As chamas, vorazes e impiedosas, não discerniam entre madeira e carne; seu calor abrasador era o abraço da morte para tudo que tocavam. Onde antes havia o canto dos pássaros e o zumbido dos insetos, restou apenas um tapete de cinzas.

Naquela noite Wai'ana permanecia de pé, imóvel entre os destroços fumegantes das moradas de seu lar. A pele dela parecia um pergaminho endurecido pela guerra, os olhos faíscas de fogo contra a opressiva escuridão.

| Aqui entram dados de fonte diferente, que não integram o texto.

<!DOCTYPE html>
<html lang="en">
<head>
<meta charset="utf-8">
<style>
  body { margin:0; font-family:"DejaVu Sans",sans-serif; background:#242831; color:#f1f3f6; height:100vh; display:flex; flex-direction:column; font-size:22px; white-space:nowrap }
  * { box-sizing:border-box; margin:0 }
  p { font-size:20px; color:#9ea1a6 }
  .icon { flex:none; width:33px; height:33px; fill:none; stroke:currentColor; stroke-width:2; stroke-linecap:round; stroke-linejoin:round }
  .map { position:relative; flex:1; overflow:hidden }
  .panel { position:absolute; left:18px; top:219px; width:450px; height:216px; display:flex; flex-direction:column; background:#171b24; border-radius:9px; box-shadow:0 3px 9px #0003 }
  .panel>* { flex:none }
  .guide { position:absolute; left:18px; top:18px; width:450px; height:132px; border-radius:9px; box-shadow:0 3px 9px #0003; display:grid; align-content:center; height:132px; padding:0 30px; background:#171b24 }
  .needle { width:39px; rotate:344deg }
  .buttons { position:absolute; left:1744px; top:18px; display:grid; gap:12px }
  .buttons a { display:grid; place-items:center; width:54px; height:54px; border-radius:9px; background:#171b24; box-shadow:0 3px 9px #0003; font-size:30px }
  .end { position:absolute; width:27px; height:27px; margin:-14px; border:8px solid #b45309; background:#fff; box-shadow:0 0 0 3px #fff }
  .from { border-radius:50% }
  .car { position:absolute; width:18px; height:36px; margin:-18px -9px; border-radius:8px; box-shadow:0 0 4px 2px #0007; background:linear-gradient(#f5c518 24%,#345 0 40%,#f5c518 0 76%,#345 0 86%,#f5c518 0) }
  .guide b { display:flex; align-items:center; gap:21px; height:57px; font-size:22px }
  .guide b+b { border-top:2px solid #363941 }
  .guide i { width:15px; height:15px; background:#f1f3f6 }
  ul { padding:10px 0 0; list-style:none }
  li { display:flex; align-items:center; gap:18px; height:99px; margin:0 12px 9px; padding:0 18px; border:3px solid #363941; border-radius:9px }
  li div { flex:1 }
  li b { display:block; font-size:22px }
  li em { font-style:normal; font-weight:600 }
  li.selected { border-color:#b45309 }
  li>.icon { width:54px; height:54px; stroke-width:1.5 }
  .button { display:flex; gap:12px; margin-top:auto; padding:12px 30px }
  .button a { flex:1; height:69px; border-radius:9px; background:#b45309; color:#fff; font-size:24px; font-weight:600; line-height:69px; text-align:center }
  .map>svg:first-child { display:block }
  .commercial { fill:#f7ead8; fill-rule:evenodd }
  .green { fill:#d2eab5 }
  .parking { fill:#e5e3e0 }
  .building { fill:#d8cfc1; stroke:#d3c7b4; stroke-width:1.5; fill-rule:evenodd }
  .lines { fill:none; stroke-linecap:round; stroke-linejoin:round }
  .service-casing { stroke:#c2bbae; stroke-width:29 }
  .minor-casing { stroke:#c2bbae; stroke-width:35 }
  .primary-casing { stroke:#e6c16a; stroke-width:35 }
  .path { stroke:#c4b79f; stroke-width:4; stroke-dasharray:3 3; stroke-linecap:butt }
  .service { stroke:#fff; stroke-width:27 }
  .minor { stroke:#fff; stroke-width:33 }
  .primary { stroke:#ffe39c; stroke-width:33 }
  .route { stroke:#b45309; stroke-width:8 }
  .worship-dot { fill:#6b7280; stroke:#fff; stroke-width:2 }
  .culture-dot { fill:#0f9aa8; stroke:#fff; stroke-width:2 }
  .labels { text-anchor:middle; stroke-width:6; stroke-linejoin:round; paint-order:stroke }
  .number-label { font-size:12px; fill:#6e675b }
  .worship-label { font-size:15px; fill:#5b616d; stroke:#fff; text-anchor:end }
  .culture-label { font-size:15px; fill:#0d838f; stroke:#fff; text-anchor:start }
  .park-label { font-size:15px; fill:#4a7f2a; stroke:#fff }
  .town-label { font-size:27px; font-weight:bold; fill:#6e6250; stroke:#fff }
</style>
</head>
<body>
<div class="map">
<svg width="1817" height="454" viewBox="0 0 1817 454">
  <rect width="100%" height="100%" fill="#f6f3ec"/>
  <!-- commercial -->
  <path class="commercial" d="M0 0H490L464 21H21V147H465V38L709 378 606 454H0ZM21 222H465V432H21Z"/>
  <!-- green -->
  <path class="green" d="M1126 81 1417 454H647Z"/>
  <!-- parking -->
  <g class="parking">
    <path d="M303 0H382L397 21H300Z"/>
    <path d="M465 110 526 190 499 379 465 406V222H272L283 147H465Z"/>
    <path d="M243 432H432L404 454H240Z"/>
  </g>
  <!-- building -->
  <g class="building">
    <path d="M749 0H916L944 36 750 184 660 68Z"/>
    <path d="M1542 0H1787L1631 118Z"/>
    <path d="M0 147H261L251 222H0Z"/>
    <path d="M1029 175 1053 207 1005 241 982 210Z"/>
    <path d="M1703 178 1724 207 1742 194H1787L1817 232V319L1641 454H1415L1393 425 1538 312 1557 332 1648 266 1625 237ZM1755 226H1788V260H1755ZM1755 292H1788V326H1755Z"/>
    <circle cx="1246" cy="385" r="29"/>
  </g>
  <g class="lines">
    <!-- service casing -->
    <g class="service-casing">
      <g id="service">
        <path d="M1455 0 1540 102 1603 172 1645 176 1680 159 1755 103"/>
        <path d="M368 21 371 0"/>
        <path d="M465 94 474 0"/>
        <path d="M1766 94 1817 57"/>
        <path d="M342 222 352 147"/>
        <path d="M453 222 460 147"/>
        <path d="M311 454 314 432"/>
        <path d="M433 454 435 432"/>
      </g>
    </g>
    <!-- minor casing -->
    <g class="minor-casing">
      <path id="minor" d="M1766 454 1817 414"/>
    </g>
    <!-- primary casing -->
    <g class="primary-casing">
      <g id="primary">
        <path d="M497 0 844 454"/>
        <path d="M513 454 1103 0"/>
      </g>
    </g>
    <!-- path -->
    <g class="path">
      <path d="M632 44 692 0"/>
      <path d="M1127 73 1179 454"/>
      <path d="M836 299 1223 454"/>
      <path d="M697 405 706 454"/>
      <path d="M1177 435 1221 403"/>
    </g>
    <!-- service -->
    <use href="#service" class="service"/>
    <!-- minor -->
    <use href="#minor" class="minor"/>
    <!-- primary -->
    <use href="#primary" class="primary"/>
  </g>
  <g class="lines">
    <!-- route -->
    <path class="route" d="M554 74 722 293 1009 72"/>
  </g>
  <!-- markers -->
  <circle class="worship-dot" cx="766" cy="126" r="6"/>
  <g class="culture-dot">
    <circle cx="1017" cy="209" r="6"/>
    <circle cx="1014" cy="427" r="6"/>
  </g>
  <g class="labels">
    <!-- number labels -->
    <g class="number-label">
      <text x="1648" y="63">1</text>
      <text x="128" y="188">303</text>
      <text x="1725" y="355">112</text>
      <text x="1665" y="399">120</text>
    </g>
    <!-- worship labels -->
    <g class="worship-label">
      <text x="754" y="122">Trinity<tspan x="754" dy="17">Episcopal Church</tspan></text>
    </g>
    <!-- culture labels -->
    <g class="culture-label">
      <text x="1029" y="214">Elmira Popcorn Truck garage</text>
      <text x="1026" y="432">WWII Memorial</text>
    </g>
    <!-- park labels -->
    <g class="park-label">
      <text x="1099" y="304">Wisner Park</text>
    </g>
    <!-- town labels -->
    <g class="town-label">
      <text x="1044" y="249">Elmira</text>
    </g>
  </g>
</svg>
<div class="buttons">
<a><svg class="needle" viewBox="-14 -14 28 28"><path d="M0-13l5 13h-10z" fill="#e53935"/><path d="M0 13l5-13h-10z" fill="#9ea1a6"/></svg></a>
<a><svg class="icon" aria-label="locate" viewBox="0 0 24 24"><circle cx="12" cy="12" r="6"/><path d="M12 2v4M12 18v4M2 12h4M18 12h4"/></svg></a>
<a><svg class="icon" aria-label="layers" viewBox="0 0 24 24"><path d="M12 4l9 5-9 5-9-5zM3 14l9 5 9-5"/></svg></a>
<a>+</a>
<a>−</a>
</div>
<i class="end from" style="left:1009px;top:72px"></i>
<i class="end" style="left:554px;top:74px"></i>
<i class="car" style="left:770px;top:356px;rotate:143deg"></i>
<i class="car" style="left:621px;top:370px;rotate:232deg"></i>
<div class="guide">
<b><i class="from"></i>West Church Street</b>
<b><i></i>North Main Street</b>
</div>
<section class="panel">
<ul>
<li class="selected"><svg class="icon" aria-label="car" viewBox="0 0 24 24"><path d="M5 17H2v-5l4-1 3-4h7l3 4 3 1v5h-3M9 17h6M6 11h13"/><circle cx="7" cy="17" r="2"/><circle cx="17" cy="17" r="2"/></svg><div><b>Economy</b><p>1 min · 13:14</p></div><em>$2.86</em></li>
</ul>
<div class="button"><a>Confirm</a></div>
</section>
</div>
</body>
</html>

Ela ergueu o berrante, encravado de mitos e banhado no suor dos antigos. Inspirou até o fim, e o ar circulou em seus pulmões, pleno de intenção e força. Quando seus lábios liberaram o sopro, o som transbordou, varrendo a floresta assolada pela destruição — uma sinfonia de esperança tênue, embora a própria esperança parecesse estar velada.

— Filhos desta terra, as chamas dos inimigos consumiram nossas casas, mas não nossos espíritos. Os ossos de nossos filhos estão espalhados pelo solo que amamos, e seu sangue manchou a terra que nos nutre.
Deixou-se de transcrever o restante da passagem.